[Exercise]
After finding the line containing "position:absolute; inset:0; border:2px" below, please output that line and each following one through the line containing "position:absolute; left:20px; top:598px;", exactly as written.

(Collected data)
- Opening Delimiter -

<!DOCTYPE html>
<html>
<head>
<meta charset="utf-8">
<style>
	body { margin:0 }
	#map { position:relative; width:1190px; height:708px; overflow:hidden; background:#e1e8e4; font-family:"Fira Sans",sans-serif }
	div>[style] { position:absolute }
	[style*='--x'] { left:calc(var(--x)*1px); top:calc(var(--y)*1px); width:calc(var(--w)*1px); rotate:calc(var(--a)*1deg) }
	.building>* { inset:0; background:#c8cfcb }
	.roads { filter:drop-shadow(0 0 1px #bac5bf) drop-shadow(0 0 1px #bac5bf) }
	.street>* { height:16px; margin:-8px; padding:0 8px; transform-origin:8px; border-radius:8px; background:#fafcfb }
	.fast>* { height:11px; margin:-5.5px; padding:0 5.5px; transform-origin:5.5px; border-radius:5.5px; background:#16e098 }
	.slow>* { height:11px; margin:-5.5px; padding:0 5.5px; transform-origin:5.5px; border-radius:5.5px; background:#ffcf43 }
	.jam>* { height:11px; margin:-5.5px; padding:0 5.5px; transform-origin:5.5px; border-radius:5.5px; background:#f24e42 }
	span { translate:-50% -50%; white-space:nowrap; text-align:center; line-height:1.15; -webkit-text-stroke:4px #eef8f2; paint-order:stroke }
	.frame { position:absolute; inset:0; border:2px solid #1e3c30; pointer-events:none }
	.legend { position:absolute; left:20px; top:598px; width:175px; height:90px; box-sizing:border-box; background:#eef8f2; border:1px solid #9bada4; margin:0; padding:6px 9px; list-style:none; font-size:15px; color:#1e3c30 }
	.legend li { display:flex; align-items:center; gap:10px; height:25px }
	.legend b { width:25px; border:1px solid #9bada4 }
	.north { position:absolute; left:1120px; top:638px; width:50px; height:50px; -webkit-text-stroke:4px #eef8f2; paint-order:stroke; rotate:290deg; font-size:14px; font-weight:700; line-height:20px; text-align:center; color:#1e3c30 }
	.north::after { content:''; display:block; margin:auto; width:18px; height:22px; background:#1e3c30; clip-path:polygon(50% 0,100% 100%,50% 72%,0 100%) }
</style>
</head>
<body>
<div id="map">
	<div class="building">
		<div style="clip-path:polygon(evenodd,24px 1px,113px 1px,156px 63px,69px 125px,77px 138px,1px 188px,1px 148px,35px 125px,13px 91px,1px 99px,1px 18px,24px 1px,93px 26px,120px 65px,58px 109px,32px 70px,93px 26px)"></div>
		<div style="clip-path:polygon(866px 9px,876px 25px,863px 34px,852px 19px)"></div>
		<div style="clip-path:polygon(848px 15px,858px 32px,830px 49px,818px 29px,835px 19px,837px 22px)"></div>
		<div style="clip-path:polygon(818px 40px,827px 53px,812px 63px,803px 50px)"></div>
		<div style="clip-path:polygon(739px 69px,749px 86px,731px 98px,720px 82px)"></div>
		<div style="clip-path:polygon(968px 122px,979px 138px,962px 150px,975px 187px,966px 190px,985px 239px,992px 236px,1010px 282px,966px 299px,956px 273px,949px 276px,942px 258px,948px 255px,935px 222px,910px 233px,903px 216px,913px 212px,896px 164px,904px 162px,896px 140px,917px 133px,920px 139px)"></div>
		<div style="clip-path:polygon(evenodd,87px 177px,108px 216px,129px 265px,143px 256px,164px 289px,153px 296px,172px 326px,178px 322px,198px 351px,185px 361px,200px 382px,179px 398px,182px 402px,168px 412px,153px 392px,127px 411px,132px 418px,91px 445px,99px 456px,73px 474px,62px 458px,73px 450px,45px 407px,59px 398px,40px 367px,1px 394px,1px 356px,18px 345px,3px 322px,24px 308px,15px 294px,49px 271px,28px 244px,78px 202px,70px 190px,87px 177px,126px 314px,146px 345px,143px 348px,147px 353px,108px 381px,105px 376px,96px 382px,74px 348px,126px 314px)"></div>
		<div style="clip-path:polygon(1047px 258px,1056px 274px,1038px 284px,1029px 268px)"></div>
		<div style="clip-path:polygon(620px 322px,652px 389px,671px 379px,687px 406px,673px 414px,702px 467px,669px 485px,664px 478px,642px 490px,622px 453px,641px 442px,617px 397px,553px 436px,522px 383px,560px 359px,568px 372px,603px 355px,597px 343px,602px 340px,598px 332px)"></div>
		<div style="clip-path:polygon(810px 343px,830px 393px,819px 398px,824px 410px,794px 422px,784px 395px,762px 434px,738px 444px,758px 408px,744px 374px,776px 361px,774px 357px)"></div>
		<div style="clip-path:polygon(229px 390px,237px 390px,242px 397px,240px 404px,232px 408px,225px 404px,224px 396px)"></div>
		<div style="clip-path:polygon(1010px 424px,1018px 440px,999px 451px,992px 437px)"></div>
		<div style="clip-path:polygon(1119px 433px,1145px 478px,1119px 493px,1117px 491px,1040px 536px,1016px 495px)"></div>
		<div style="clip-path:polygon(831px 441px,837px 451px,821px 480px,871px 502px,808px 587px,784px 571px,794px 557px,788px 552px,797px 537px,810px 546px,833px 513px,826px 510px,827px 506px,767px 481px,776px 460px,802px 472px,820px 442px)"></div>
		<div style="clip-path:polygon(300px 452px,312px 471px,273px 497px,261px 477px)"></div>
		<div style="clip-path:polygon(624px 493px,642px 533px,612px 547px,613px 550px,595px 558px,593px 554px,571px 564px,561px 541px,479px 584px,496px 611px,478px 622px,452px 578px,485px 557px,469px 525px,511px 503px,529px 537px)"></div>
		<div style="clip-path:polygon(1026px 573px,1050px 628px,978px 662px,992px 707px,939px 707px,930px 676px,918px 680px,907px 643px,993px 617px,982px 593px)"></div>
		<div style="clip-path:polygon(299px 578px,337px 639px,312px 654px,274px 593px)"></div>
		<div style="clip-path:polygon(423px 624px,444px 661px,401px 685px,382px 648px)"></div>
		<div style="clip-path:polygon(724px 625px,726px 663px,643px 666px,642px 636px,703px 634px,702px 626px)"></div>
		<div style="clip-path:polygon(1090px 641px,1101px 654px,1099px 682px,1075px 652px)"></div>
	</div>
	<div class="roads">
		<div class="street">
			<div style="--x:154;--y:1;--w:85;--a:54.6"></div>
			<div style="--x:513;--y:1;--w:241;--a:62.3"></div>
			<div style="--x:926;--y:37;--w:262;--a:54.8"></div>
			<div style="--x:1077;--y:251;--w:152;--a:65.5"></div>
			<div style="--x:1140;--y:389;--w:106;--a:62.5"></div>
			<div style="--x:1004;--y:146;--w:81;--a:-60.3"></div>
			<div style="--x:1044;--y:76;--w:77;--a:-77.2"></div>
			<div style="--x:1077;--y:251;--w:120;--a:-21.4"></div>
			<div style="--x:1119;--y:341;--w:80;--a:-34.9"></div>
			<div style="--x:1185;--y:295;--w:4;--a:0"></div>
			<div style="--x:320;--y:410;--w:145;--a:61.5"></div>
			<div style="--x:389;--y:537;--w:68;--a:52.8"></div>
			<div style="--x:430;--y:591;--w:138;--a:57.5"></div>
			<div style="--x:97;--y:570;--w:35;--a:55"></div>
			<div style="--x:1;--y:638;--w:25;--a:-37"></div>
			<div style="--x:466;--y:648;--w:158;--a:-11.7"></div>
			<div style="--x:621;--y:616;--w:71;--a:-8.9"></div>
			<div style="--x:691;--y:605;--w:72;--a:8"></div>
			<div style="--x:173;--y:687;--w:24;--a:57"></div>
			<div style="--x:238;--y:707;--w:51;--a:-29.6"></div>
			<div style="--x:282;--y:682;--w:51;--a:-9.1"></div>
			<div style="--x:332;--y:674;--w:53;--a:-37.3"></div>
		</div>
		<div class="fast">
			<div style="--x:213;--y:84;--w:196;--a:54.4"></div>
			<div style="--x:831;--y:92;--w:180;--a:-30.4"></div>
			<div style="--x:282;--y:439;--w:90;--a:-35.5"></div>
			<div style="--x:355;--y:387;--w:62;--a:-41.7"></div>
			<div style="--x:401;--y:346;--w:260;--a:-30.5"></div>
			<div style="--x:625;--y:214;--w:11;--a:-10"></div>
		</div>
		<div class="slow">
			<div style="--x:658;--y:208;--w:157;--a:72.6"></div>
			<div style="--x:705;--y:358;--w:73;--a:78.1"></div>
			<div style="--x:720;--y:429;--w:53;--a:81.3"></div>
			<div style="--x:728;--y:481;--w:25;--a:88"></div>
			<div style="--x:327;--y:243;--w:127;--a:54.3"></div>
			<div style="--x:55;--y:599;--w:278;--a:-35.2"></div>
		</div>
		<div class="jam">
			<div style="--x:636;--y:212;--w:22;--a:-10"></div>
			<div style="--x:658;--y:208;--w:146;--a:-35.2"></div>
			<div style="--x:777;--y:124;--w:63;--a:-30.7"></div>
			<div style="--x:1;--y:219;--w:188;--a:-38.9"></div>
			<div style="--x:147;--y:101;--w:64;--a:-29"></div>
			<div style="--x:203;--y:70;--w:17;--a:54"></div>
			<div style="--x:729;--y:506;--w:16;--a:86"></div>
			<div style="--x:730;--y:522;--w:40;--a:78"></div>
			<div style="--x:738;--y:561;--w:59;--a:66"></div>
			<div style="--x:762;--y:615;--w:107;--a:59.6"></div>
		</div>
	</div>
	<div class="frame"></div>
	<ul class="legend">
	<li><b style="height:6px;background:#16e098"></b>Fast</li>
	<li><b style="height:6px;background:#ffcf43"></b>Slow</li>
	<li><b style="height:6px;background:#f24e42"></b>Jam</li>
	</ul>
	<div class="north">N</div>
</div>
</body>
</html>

- Closing Delimiter -

[Task response]
	.frame { position:absolute; inset:0; border:2px solid #1e3c30; pointer-events:none }
	.legend { position:absolute; left:20px; top:598px; width:175px; height:90px; box-sizing:border-box; background:#eef8f2; border:1px solid #9bada4; margin:0; padding:6px 9px; list-style:none; font-size:15px; color:#1e3c30 }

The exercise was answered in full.